A related rates question?

Question

A ball is shot at an angle of 45 degrees into the air with initial velocity of 45 ft/sec. Assuming no air resistance, how high does it go? How far away does it land?

Can someone explain step by step how to do this problem.

thanks

Answer 1

Use the certical component to find the time in the air and since the horizontal velocity does not change; Dx = vx * time

Dx = v^2 / g

height = v^2 / (2g)

Hope this helps without actually solving it for you.

Answer 2

Step 1.Write down the given values:
Initial velocity =45ft/s
Ball shot at an angle of 45 degrees

Step 2. Solve for the vertical component of the velocity:
45sin45.
Step 3. Solve for the horizontal component of the velocity:
45cos45.
Step4. Use the formula v^2-u^2=2as to solve for the height. You know what the terms represent? v is the final velocity, u the initial velocity, a the acceleration of gravity=9.8*3.28ft/s^2, and s is the distance travelled.
Step 5. Take note that at its highest point the vertical component of the velocity of the ball is equal to zero. Also take note that the vertical component of the velocity when the ball was shot into the air is equal to the
vertical velocity when it falls to the ground. In using the above formula, imagine that you have a free falling body
starting from the top of the flight of the ball. This free falling body hits the ground with the same vertical velocity as when the ball was shot into the air. Knowing this it will be easier to get the values of v and u.
Step 6. Substitute known values in the above formula:

(45sin45)^2-0=2*9.8*3.28s
s=[45^2*0.707^2]/64.28
=15.7ft
Step 7. To solve for the range (how far away does it land?) you first solve for the total time it takes the ball to travel from the point where it was shot to the point where it lands.
Use the formula: s=ut+1/2at^2. Use the same data as in the above, but take note that the time t is only half the total time the ball takes to complete its flight. Think of the free falling body again, and you'll know why.
Step 8. Substitute known values:

51.6=0+1/2*9.8*3.28t^2
t^2=51.6/16.1
t=1.79s

Thus the total time of the flight is 1.79*2=3.58s.
Step 9. Use the basic formula: distance=velocity*time
The velocity to use here is the horizontal component of the velocity. Now substitute:

Distance (or Range)=45cos45*3.58
=114ft
Note : It will help a lot if you can draw the trajectory of the ball, and our imaginary free falling body.

Answer 3

always taking into consideration that there are Ux and Ux components of velocity you " break the problem in parts and examine it accordingly.
assuming that we examine the Y axis. with Uy known it is like throwing vertically a body at a known velocity (Uy) and we must know wha thte maximum heught will be.
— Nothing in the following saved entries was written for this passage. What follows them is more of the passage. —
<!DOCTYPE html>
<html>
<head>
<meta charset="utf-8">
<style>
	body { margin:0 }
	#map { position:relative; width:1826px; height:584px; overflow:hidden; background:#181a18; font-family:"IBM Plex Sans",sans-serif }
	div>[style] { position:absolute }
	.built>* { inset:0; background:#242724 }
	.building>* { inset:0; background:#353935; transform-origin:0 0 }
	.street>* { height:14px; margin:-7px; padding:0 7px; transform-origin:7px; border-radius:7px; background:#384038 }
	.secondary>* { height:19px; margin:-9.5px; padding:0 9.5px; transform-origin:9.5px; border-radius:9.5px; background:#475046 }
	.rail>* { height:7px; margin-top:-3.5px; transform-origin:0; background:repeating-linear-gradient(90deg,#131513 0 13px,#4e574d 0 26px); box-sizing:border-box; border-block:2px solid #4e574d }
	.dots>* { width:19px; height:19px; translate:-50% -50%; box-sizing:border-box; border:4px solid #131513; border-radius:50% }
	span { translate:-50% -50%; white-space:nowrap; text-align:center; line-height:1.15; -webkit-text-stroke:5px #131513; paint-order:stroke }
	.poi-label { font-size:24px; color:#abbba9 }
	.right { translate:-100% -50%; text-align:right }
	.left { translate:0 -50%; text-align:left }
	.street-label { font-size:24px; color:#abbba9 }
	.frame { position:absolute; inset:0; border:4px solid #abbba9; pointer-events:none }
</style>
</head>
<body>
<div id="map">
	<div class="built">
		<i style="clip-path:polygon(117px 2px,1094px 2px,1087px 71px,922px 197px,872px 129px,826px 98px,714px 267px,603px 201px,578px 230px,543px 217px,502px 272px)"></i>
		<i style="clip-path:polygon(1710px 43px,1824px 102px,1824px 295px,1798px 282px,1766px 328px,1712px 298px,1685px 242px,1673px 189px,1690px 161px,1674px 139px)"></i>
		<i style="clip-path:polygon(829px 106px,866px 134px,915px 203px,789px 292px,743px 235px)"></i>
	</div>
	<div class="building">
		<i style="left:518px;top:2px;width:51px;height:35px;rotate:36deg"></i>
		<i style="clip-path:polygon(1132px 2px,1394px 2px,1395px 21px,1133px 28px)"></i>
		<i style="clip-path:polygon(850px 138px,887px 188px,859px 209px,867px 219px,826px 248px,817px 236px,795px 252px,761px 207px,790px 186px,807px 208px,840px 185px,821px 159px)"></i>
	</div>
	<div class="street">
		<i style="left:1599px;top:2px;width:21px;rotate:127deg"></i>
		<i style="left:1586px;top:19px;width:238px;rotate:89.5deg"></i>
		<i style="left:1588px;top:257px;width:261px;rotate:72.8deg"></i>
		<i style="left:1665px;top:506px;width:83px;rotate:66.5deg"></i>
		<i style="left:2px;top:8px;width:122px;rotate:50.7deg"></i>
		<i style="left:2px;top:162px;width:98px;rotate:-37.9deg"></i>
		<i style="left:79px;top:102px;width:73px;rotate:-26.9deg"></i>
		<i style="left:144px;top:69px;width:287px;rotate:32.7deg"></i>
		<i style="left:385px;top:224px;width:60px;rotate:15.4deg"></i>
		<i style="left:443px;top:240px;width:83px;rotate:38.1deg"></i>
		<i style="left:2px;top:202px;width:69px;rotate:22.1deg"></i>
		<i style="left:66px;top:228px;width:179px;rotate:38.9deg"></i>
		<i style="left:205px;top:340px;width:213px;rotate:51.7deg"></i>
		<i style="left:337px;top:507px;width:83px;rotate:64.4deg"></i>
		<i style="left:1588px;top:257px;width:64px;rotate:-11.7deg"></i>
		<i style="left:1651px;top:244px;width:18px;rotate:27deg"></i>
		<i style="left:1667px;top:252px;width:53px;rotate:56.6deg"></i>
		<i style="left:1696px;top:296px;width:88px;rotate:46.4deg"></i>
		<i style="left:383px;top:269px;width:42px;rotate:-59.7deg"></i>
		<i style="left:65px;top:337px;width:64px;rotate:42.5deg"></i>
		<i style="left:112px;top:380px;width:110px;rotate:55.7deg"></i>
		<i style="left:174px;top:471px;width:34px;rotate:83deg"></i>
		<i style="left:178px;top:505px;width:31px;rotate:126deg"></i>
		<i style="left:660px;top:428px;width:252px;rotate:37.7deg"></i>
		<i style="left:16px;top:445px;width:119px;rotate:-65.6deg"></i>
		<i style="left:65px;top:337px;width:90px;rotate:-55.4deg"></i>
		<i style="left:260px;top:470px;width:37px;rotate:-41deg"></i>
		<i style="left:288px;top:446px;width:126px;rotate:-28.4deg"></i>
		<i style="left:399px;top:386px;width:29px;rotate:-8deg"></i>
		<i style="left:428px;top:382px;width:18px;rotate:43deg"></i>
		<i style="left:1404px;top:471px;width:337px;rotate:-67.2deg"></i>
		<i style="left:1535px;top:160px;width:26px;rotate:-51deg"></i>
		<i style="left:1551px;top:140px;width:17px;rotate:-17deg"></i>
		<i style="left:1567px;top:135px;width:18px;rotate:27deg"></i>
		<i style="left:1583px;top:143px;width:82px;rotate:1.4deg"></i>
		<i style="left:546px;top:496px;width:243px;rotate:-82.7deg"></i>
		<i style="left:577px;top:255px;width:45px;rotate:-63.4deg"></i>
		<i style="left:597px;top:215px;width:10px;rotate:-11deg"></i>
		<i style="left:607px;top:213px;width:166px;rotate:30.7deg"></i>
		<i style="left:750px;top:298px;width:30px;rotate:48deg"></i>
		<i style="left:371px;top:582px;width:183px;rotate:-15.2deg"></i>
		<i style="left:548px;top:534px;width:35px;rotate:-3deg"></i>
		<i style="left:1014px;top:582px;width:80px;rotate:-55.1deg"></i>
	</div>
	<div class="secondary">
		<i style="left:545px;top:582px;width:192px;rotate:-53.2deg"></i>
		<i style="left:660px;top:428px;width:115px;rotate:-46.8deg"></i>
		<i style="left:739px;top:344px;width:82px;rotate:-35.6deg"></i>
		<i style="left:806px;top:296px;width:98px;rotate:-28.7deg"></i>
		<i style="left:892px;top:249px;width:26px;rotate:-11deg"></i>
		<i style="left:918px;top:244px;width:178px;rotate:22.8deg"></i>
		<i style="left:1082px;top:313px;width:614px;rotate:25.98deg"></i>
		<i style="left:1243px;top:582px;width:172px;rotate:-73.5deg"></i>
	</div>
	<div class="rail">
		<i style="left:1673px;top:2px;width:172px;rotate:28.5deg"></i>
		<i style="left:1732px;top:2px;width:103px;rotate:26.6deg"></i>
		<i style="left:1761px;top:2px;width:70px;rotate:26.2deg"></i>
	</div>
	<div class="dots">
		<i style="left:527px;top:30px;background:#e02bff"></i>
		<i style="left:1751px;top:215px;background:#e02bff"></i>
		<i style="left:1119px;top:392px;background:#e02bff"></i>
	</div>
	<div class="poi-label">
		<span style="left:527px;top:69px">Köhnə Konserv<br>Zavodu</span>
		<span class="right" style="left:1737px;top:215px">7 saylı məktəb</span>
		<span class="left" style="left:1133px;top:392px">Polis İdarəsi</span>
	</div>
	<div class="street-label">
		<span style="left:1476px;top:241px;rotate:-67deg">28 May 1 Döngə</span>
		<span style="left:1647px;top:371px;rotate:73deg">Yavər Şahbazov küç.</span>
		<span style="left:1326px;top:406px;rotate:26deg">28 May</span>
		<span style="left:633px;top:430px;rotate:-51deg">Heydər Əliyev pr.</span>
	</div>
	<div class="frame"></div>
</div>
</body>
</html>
the kinetic energy from the groung will be transformed to potential energy at the top. therfore,

1/2m*Uy^2 = m*g*h. ==>

Hmax = Uy^2 / 2*g => Hmax = 15.73ft

now you know the maximum height and the initial velocity and the distance traveled. you can trick this problem with two ways know i am showing the most clever one.
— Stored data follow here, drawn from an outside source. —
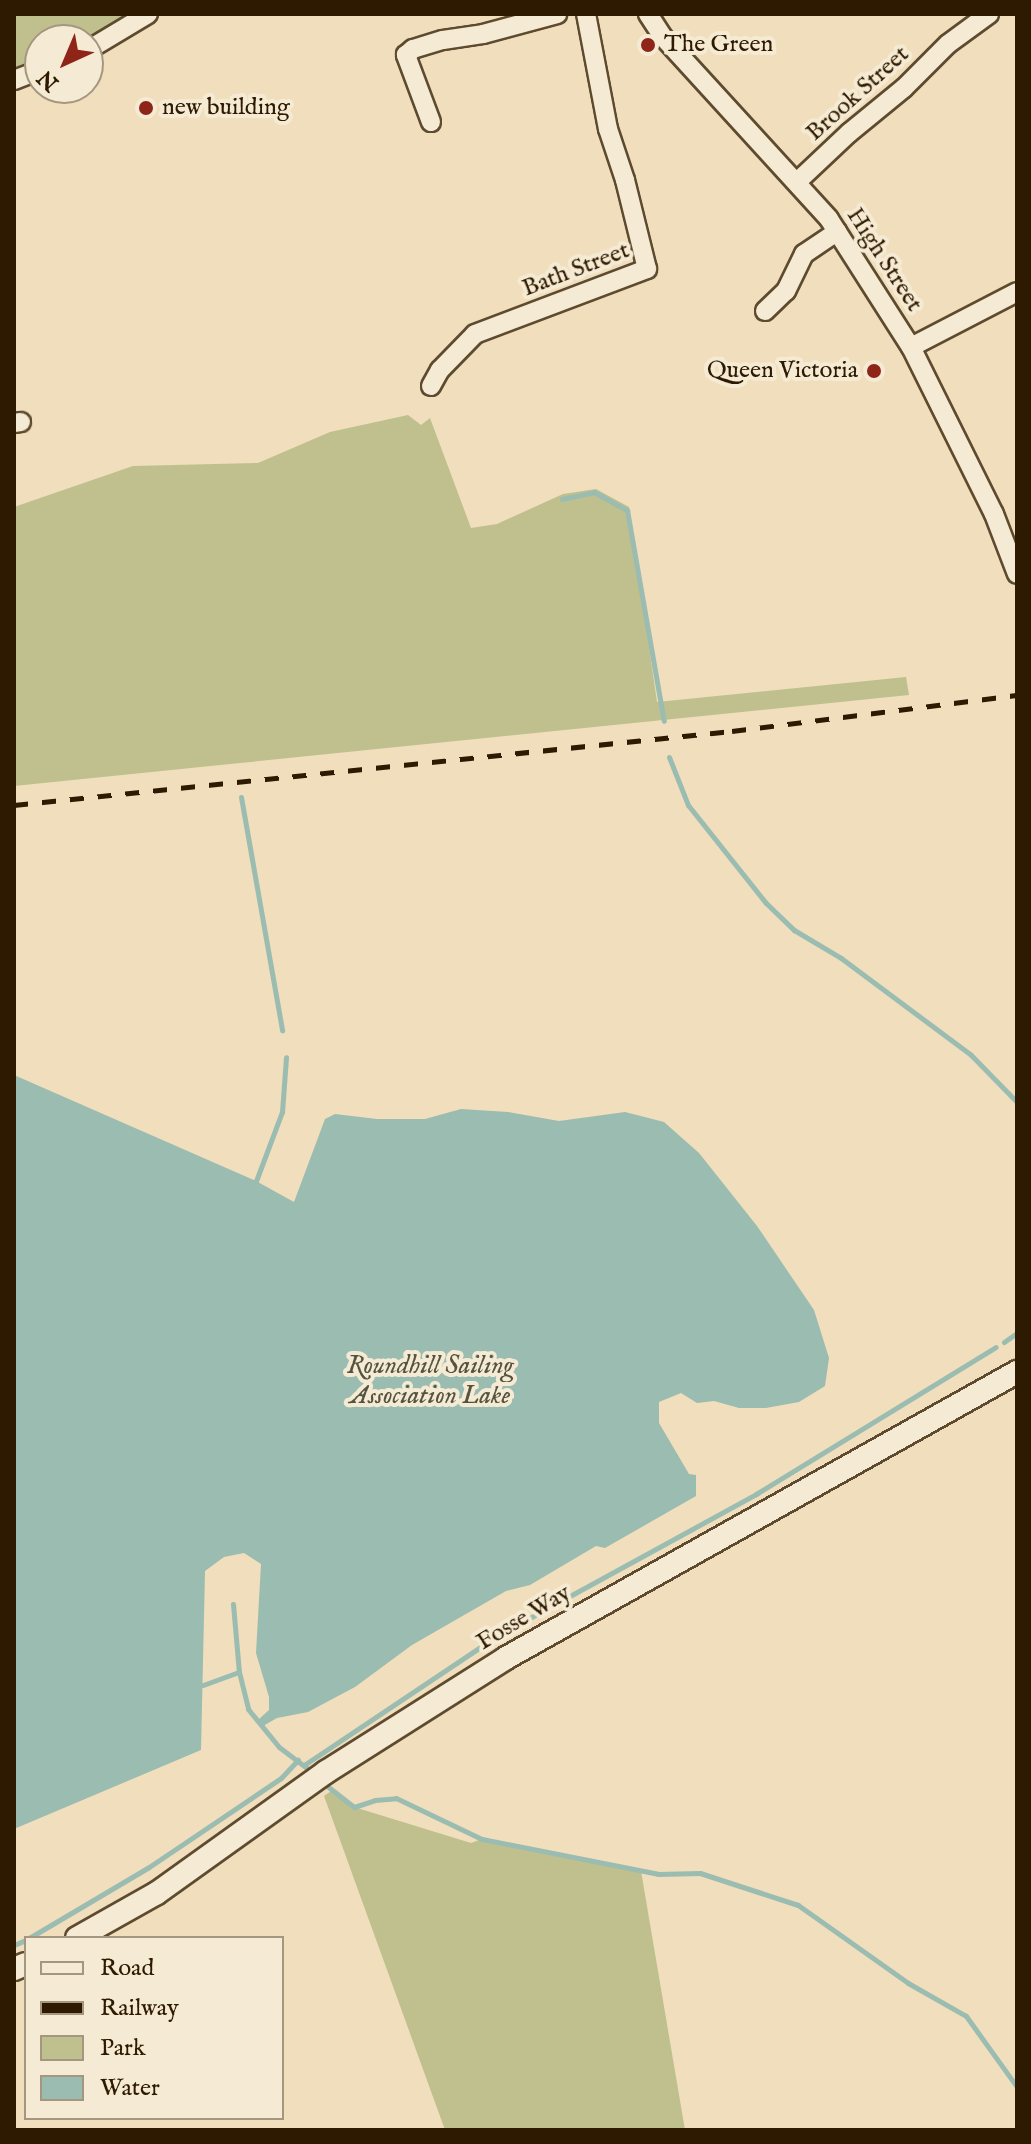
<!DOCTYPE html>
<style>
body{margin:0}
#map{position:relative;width:1031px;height:2144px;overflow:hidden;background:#f0debc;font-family:"IM FELL English",serif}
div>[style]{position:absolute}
.green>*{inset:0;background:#bfc08d}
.water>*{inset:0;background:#9abcb1}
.stream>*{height:5px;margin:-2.5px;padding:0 2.5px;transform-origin:2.5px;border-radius:2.5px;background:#9abcb1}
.roads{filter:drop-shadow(2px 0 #5e4b2f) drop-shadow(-2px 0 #5e4b2f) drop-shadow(0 2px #5e4b2f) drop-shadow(0 -2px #5e4b2f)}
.minor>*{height:18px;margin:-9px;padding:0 9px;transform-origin:9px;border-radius:9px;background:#f5ead3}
.tertiary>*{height:22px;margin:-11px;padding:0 11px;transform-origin:11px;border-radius:11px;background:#f5ead3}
.rail>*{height:5px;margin-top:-2.5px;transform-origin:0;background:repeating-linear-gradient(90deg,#2e1a00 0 14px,transparent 0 28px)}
.dots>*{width:22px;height:22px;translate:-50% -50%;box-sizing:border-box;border:4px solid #f5ead3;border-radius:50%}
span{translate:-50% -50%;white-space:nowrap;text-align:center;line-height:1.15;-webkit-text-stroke:8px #f5ead3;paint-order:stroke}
.poi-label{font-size:24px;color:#2e1a00}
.left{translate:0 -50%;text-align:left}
.right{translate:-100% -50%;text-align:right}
.street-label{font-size:24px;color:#2e1a00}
.water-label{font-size:26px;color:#54533e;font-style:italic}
.frame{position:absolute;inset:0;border:16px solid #2e1a00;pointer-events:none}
.legend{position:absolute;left:24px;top:1936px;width:260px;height:184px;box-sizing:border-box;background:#f5ead3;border:2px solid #a5977f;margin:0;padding:10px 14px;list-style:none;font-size:24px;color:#2e1a00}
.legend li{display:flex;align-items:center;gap:16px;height:40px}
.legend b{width:40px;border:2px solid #a5977f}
.north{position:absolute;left:24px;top:24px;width:80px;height:80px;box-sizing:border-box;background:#f5ead3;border:2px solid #a5977f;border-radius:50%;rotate:224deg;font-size:22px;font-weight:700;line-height:32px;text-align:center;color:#2e1a00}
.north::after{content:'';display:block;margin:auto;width:28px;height:36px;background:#8f2418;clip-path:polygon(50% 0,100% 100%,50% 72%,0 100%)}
</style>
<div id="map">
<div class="green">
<i style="clip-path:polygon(14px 14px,127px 14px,121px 23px,88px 40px,40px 40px,40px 62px,14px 73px)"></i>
<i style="clip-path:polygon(408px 415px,421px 425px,430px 418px,471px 528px,497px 524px,563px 494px,596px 489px,629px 507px,657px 702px,906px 677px,909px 695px,14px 786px,14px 507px,133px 466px,258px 463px,330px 432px)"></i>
<i style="clip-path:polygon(331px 1791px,354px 1807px,471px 1843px,482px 1839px,641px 1871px,685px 2130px,445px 2130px,324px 1796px)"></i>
</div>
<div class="water">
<i style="clip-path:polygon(14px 1075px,256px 1181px,294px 1202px,325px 1119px,335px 1114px,377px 1119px,425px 1119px,461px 1109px,508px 1112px,559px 1121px,625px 1112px,664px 1122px,699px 1153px,757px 1226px,814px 1310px,829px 1358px,825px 1386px,799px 1402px,766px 1408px,739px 1408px,714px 1401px,697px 1403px,681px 1393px,659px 1402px,659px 1423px,689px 1474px,696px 1475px,696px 1496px,605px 1548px,596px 1546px,530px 1585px,506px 1591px,412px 1645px,355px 1687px,308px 1712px,277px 1718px,263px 1726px,258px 1720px,269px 1710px,269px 1697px,256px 1653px,261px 1564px,244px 1553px,224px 1557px,205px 1571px,201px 1750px,14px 1829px)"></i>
</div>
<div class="stream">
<i style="left:562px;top:499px;width:33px;rotate:-12deg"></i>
<i style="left:594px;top:492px;width:38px;rotate:29deg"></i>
<i style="left:627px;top:510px;width:214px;rotate:80.1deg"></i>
<i style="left:669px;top:757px;width:52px;rotate:68.4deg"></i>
<i style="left:688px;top:805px;width:125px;rotate:51.5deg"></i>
<i style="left:766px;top:903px;width:39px;rotate:44deg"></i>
<i style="left:794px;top:930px;width:55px;rotate:30.8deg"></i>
<i style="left:841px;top:958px;width:162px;rotate:36.7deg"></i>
<i style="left:971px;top:1055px;width:66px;rotate:45.6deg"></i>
<i style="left:241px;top:797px;width:237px;rotate:80deg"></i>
<i style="left:256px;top:1181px;width:74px;rotate:-69.4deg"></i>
<i style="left:282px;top:1112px;width:55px;rotate:-85.8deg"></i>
<i style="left:1004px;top:1342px;width:16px;rotate:-35deg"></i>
<i style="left:233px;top:1604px;width:68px;rotate:85deg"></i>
<i style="left:239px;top:1672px;width:38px;rotate:76deg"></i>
<i style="left:248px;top:1709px;width:49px;rotate:50.8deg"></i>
<i style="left:279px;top:1747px;width:41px;rotate:37.1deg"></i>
<i style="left:203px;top:1685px;width:38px;rotate:-20deg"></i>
<i style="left:304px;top:1765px;width:230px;rotate:-33.8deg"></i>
<i style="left:495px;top:1637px;width:298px;rotate:-28.7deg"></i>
<i style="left:756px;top:1494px;width:281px;rotate:-31.5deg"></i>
<i style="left:322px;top:1782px;width:41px;rotate:38deg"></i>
<i style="left:354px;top:1807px;width:22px;rotate:-18deg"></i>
<i style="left:375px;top:1800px;width:21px;rotate:-5deg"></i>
<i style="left:396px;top:1798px;width:95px;rotate:25.5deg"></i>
<i style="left:482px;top:1839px;width:179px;rotate:11.2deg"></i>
<i style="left:658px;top:1874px;width:42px;rotate:-1.4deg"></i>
<i style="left:700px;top:1873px;width:103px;rotate:18.1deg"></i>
<i style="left:798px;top:1905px;width:135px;rotate:35.3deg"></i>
<i style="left:908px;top:1983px;width:67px;rotate:29.6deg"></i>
<i style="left:966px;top:2016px;width:87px;rotate:54.3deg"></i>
<i style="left:29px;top:1938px;width:139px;rotate:-30.6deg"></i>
<i style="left:149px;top:1867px;width:159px;rotate:-34deg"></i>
<i style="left:281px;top:1778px;width:25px;rotate:-47deg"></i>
<i style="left:14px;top:1945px;width:13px;rotate:-23deg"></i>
</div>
<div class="roads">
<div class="minor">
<i style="left:648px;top:14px;width:27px;rotate:57deg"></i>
<i style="left:663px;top:37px;width:246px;rotate:47.6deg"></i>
<i style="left:829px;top:219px;width:152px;rotate:57.4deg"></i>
<i style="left:911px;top:347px;width:186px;rotate:63.6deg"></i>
<i style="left:994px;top:514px;width:64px;rotate:69deg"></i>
<i style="left:88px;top:50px;width:70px;rotate:-31deg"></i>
<i style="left:14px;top:80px;width:28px;rotate:-21deg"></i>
<i style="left:431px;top:122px;width:72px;rotate:-110.5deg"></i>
<i style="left:406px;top:55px;width:9px;rotate:-41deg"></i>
<i style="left:413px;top:49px;width:31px;rotate:-17deg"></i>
<i style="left:443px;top:40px;width:40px;rotate:-8.5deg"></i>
<i style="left:483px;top:34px;width:77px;rotate:-15.1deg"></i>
<i style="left:798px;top:181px;width:70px;rotate:-43.3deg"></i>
<i style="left:849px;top:133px;width:71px;rotate:-39.3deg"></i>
<i style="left:904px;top:88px;width:62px;rotate:-45deg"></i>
<i style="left:948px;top:44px;width:51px;rotate:-36.2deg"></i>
<i style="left:765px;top:311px;width:29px;rotate:-44deg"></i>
<i style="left:786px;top:291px;width:41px;rotate:-64.1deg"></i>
<i style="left:804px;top:254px;width:40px;rotate:-34deg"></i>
<i style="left:911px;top:347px;width:119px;rotate:-27.4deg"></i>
<i style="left:431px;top:386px;width:18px;rotate:-61deg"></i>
<i style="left:440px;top:370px;width:50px;rotate:-45.8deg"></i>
<i style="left:475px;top:334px;width:184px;rotate:-20.7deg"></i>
<i style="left:647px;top:269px;width:92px;rotate:-103.9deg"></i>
<i style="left:625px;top:180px;width:54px;rotate:-108.4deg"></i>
<i style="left:608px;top:129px;width:117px;rotate:-100.8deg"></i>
<i style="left:14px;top:423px;width:7px;rotate:-8deg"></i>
</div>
<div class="tertiary">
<i style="left:77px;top:1938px;width:92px;rotate:-29.4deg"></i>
<i style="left:157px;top:1893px;width:208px;rotate:-35.6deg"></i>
<i style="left:326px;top:1772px;width:213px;rotate:-32.3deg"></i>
<i style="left:506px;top:1658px;width:586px;rotate:-29.24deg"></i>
<i style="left:14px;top:1969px;width:13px;rotate:-23deg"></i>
</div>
</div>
<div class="rail">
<i style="left:14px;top:805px;width:722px;rotate:-5.88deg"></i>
<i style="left:732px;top:731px;width:287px;rotate:-7.2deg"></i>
</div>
<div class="dots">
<i style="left:648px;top:45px;background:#8f2418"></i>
<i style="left:146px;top:108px;background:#8f2418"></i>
<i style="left:874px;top:371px;background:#8f2418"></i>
</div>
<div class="poi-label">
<span class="left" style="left:664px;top:45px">The Green</span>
<span class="left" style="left:162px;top:108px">new building</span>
<span class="right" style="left:858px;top:371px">Queen Victoria</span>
</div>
<div class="street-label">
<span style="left:858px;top:94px;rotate:-42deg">Brook Street</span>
<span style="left:884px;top:260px;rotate:57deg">High Street</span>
<span style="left:576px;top:270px;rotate:-21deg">Bath Street</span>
<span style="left:524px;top:1618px;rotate:-31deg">Fosse Way</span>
</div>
<div class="water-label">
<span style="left:430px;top:1381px">Roundhill Sailing<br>Association Lake</span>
</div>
<div class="frame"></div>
<ul class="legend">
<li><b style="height:10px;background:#f5ead3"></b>Road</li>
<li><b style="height:10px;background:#2e1a00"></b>Railway</li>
<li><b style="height:22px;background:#bfc08d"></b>Park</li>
<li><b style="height:22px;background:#9abcb1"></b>Water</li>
</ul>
<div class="north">N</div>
</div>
when it is at its maximum position it starts to fall. we know the height therefore we can figure out the time taken.

H = 1/2 g t^2 => t = sqrt (2s/g) = 0.9887
but this time is hlaf the time of all the projectile motion.
so total time on air will be 2*0.9887= 1.9774sec

we go back to the horizontala xis and we get
Max distance (S max ) realtes to Ux and total time traved on air.

so Ux = Smax / t =>

Smax = 45cos45 * 1.9774 = 62.92ft

Answer 4

u dont need related rates for this problem. use the formula for motion due to the influence of gravity. Find the vertical component of the initial velocity, and thats ur Vo. Find the time that it takes for it to hit the ground, then use that time and pug it into Dx=Vx(0)*t, to give u how far it went horizontally. Make sure u use the horizontal component of the initial velocity.